Une équipe de chercheurs dirigée par le neurobiologiste Prof. Dr Hilmar Bading, de l’Université de Heidelberg, a mis en évidence un mécanisme moléculaire clé impliqué dans la progression de la maladie d’Alzheimer, ouvrant la voie à de nouvelles pistes thérapeutiques.
En collaboration avec des scientifiques de l’Université du Shandong (Chine), les chercheurs ont utilisé un modèle murin pour démontrer qu’une interaction toxique entre deux protéines provoque la mort des cellules nerveuses, entraînant un déclin cognitif.

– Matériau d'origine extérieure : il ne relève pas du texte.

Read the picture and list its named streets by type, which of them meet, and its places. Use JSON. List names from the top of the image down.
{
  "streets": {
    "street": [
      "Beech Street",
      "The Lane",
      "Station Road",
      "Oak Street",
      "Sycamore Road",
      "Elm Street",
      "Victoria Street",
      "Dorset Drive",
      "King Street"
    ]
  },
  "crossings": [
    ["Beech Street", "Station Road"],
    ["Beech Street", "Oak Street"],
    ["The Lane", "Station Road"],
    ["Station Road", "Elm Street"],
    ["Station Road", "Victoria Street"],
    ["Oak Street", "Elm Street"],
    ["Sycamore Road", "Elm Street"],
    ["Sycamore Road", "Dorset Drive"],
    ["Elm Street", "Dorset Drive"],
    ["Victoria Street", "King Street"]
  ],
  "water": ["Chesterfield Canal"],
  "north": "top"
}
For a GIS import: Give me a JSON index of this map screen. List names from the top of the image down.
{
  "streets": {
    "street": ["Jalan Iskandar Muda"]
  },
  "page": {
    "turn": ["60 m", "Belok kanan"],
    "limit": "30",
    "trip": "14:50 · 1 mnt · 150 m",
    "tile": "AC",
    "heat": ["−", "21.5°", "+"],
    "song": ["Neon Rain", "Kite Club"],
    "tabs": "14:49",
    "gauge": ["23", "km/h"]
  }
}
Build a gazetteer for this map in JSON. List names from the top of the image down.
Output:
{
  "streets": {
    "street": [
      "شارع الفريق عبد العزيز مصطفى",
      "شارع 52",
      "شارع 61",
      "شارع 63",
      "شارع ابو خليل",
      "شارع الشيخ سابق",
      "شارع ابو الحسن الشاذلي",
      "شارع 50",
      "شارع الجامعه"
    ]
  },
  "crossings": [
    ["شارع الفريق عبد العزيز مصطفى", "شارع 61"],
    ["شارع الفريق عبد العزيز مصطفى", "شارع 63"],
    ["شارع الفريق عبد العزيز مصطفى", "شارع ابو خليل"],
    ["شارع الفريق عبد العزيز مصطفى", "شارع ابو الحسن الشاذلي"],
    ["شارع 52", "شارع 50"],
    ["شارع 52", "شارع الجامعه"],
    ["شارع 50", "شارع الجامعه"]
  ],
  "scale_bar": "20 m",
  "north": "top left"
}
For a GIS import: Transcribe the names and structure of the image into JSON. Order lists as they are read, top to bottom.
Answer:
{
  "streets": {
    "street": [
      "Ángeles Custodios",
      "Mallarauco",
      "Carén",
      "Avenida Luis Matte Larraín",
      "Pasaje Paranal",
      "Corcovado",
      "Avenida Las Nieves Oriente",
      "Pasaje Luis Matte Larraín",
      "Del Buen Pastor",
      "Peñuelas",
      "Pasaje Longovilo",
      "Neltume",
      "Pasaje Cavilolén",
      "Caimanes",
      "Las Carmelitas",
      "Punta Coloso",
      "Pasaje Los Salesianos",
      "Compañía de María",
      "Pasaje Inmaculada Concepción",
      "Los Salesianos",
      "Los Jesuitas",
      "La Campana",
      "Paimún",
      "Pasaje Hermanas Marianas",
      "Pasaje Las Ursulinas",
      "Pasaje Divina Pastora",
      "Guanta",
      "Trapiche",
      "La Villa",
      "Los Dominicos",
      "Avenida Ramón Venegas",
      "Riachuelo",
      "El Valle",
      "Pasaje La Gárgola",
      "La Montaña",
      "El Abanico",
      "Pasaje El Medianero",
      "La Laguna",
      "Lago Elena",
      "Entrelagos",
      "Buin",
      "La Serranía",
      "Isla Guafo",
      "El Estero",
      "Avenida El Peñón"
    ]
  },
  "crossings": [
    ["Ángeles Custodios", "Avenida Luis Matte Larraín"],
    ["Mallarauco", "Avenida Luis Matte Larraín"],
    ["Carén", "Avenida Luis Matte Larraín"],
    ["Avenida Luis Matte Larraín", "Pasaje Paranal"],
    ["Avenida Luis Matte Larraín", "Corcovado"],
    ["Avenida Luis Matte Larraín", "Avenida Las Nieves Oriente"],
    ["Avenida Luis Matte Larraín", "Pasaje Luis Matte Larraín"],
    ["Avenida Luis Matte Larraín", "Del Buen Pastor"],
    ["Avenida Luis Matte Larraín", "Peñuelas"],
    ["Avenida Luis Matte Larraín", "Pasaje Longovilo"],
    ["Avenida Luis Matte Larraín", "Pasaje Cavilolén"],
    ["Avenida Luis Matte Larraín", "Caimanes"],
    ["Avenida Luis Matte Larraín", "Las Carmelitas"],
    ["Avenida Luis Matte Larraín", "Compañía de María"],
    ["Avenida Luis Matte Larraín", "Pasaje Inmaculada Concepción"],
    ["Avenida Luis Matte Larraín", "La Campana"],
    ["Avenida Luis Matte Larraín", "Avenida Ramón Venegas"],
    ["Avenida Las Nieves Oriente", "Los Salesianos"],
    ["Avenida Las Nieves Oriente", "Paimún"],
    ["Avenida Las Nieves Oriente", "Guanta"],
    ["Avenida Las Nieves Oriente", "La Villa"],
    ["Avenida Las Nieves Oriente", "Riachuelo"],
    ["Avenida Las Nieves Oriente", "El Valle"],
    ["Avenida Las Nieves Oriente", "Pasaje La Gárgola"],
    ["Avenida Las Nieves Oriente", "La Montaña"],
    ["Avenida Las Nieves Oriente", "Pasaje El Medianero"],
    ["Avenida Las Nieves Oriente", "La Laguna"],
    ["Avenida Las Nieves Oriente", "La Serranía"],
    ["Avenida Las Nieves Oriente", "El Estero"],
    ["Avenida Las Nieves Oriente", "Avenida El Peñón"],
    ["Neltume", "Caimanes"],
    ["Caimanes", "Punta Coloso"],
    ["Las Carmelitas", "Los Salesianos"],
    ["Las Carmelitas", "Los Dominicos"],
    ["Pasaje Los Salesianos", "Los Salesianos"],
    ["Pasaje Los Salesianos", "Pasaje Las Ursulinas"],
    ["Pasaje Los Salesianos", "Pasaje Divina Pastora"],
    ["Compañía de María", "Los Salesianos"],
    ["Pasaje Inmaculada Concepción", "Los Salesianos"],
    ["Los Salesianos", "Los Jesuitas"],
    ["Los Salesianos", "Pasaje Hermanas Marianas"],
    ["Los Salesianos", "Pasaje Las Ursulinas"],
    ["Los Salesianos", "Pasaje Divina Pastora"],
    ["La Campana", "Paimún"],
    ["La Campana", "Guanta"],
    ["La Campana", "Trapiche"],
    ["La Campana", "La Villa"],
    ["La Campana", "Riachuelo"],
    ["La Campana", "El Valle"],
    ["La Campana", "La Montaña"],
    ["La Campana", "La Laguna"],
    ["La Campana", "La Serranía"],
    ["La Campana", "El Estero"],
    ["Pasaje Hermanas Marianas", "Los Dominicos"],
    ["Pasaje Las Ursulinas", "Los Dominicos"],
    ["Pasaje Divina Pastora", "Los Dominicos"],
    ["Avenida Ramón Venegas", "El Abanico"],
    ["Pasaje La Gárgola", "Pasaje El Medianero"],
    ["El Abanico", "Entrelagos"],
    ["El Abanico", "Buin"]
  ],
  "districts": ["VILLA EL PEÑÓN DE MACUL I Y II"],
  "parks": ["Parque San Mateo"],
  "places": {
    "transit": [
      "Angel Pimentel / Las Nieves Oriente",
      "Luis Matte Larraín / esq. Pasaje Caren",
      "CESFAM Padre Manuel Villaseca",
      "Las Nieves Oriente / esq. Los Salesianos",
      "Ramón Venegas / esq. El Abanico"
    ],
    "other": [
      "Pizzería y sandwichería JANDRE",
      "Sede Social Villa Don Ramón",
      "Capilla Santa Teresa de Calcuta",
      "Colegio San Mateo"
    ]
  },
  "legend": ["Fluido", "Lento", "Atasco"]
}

Ce mécanisme implique le récepteur NMDA, essentiel à la communication entre neurones, et le canal ionique TRPM4. Lorsque ces deux éléments interagissent en dehors des synapses, ils forment un « complexe de mort » capable d’endommager et de détruire les cellules cérébrales.
Une molécule expérimentale pour bloquer le mécanisme
Les chercheurs ont observé que ce complexe NMDAR/TRPM4 est présent en quantité beaucoup plus élevée chez les souris atteintes d’Alzheimer.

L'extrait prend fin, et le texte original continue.